Start of DATA RECORDS

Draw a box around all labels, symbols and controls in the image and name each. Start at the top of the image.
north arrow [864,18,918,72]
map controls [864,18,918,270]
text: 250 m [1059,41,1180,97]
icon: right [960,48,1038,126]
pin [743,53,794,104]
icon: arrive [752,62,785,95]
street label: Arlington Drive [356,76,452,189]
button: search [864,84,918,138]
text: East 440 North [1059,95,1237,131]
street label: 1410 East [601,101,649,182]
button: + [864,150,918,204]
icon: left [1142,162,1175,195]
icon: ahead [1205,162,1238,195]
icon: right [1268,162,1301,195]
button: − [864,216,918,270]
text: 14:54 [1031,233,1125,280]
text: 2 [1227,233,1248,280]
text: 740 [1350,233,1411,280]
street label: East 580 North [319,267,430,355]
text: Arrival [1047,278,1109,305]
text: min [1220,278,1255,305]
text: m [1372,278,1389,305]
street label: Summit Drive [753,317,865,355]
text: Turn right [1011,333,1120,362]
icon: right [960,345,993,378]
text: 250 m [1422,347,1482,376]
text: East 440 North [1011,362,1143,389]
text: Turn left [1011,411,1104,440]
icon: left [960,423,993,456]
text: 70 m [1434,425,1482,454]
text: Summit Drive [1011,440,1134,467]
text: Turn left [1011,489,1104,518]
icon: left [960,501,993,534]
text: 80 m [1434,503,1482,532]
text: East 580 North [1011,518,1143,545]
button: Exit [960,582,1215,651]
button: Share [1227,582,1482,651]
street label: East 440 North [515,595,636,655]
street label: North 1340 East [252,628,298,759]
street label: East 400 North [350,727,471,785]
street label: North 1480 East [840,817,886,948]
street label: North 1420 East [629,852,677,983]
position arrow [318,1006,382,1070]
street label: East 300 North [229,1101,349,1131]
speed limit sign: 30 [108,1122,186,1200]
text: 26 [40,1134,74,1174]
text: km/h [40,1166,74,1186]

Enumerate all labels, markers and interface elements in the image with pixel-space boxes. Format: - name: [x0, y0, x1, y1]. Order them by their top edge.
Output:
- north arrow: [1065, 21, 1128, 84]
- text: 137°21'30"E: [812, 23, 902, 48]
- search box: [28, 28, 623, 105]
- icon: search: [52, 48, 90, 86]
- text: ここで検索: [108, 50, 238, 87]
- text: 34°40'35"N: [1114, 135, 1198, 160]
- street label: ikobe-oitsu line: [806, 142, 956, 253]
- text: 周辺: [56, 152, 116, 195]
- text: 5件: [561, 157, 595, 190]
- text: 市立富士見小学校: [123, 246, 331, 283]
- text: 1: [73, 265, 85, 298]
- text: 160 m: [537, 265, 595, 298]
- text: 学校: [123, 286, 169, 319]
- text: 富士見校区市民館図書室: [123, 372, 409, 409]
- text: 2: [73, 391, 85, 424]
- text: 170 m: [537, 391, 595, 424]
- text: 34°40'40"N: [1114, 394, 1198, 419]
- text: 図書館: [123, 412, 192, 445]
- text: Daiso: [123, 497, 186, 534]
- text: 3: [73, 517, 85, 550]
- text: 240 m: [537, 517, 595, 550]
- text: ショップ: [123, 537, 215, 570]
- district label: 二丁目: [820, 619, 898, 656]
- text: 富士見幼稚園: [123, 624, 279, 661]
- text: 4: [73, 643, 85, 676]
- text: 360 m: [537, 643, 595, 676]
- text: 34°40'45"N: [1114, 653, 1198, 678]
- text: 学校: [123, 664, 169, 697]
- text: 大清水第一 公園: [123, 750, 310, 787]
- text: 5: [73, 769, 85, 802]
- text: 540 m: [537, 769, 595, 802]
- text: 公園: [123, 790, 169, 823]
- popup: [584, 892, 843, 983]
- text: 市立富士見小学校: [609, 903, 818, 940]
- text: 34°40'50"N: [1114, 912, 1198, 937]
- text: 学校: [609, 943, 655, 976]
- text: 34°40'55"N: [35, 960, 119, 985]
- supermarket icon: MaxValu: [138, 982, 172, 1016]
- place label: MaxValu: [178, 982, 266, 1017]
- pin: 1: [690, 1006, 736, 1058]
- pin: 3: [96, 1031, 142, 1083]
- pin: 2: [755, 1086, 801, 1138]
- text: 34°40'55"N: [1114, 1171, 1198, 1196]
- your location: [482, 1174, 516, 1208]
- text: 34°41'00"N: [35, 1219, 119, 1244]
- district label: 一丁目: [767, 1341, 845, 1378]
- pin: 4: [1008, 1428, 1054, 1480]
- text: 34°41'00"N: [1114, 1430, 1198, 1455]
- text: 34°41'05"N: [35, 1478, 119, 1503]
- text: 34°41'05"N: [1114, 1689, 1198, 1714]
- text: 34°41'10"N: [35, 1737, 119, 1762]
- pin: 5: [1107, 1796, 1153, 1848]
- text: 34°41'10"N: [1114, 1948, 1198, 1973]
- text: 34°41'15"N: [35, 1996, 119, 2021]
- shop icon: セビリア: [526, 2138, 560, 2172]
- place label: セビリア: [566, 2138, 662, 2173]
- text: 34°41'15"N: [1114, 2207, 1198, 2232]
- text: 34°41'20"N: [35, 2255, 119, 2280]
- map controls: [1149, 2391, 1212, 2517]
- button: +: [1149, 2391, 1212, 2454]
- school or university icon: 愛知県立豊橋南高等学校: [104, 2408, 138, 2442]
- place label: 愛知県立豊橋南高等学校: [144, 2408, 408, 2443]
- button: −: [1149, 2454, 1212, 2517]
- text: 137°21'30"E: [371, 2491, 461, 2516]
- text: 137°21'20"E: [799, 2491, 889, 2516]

End of DATA RECORDS

TRY IT:
Could you give the records again, exactly as they appear?

OUTPUT OF THE EXERCISE:
Draw a box around all labels, symbols and controls in the image and name each. Start at the top of the image.
north arrow [864,18,918,72]
map controls [864,18,918,270]
text: 250 m [1059,41,1180,97]
icon: right [960,48,1038,126]
pin [743,53,794,104]
icon: arrive [752,62,785,95]
street label: Arlington Drive [356,76,452,189]
button: search [864,84,918,138]
text: East 440 North [1059,95,1237,131]
street label: 1410 East [601,101,649,182]
button: + [864,150,918,204]
icon: left [1142,162,1175,195]
icon: ahead [1205,162,1238,195]
icon: right [1268,162,1301,195]
button: − [864,216,918,270]
text: 14:54 [1031,233,1125,280]
text: 2 [1227,233,1248,280]
text: 740 [1350,233,1411,280]
street label: East 580 North [319,267,430,355]
text: Arrival [1047,278,1109,305]
text: min [1220,278,1255,305]
text: m [1372,278,1389,305]
street label: Summit Drive [753,317,865,355]
text: Turn right [1011,333,1120,362]
icon: right [960,345,993,378]
text: 250 m [1422,347,1482,376]
text: East 440 North [1011,362,1143,389]
text: Turn left [1011,411,1104,440]
icon: left [960,423,993,456]
text: 70 m [1434,425,1482,454]
text: Summit Drive [1011,440,1134,467]
text: Turn left [1011,489,1104,518]
icon: left [960,501,993,534]
text: 80 m [1434,503,1482,532]
text: East 580 North [1011,518,1143,545]
button: Exit [960,582,1215,651]
button: Share [1227,582,1482,651]
street label: East 440 North [515,595,636,655]
street label: North 1340 East [252,628,298,759]
street label: East 400 North [350,727,471,785]
street label: North 1480 East [840,817,886,948]
street label: North 1420 East [629,852,677,983]
position arrow [318,1006,382,1070]
street label: East 300 North [229,1101,349,1131]
speed limit sign: 30 [108,1122,186,1200]
text: 26 [40,1134,74,1174]
text: km/h [40,1166,74,1186]

Enumerate all labels, markers and interface elements in the image with pixel-space boxes. Format: - name: [x0, y0, x1, y1]. Order them by their top edge.
Output:
- north arrow: [1065, 21, 1128, 84]
- text: 137°21'30"E: [812, 23, 902, 48]
- search box: [28, 28, 623, 105]
- icon: search: [52, 48, 90, 86]
- text: ここで検索: [108, 50, 238, 87]
- text: 34°40'35"N: [1114, 135, 1198, 160]
- street label: ikobe-oitsu line: [806, 142, 956, 253]
- text: 周辺: [56, 152, 116, 195]
- text: 5件: [561, 157, 595, 190]
- text: 市立富士見小学校: [123, 246, 331, 283]
- text: 1: [73, 265, 85, 298]
- text: 160 m: [537, 265, 595, 298]
- text: 学校: [123, 286, 169, 319]
- text: 富士見校区市民館図書室: [123, 372, 409, 409]
- text: 2: [73, 391, 85, 424]
- text: 170 m: [537, 391, 595, 424]
- text: 34°40'40"N: [1114, 394, 1198, 419]
- text: 図書館: [123, 412, 192, 445]
- text: Daiso: [123, 497, 186, 534]
- text: 3: [73, 517, 85, 550]
- text: 240 m: [537, 517, 595, 550]
- text: ショップ: [123, 537, 215, 570]
- district label: 二丁目: [820, 619, 898, 656]
- text: 富士見幼稚園: [123, 624, 279, 661]
- text: 4: [73, 643, 85, 676]
- text: 360 m: [537, 643, 595, 676]
- text: 34°40'45"N: [1114, 653, 1198, 678]
- text: 学校: [123, 664, 169, 697]
- text: 大清水第一 公園: [123, 750, 310, 787]
- text: 5: [73, 769, 85, 802]
- text: 540 m: [537, 769, 595, 802]
- text: 公園: [123, 790, 169, 823]
- popup: [584, 892, 843, 983]
- text: 市立富士見小学校: [609, 903, 818, 940]
- text: 34°40'50"N: [1114, 912, 1198, 937]
- text: 学校: [609, 943, 655, 976]
- text: 34°40'55"N: [35, 960, 119, 985]
- supermarket icon: MaxValu: [138, 982, 172, 1016]
- place label: MaxValu: [178, 982, 266, 1017]
- pin: 1: [690, 1006, 736, 1058]
- pin: 3: [96, 1031, 142, 1083]
- pin: 2: [755, 1086, 801, 1138]
- text: 34°40'55"N: [1114, 1171, 1198, 1196]
- your location: [482, 1174, 516, 1208]
- text: 34°41'00"N: [35, 1219, 119, 1244]
- district label: 一丁目: [767, 1341, 845, 1378]
- pin: 4: [1008, 1428, 1054, 1480]
- text: 34°41'00"N: [1114, 1430, 1198, 1455]
- text: 34°41'05"N: [35, 1478, 119, 1503]
- text: 34°41'05"N: [1114, 1689, 1198, 1714]
- text: 34°41'10"N: [35, 1737, 119, 1762]
- pin: 5: [1107, 1796, 1153, 1848]
- text: 34°41'10"N: [1114, 1948, 1198, 1973]
- text: 34°41'15"N: [35, 1996, 119, 2021]
- shop icon: セビリア: [526, 2138, 560, 2172]
- place label: セビリア: [566, 2138, 662, 2173]
- text: 34°41'15"N: [1114, 2207, 1198, 2232]
- text: 34°41'20"N: [35, 2255, 119, 2280]
- map controls: [1149, 2391, 1212, 2517]
- button: +: [1149, 2391, 1212, 2454]
- school or university icon: 愛知県立豊橋南高等学校: [104, 2408, 138, 2442]
- place label: 愛知県立豊橋南高等学校: [144, 2408, 408, 2443]
- button: −: [1149, 2454, 1212, 2517]
- text: 137°21'30"E: [371, 2491, 461, 2516]
- text: 137°21'20"E: [799, 2491, 889, 2516]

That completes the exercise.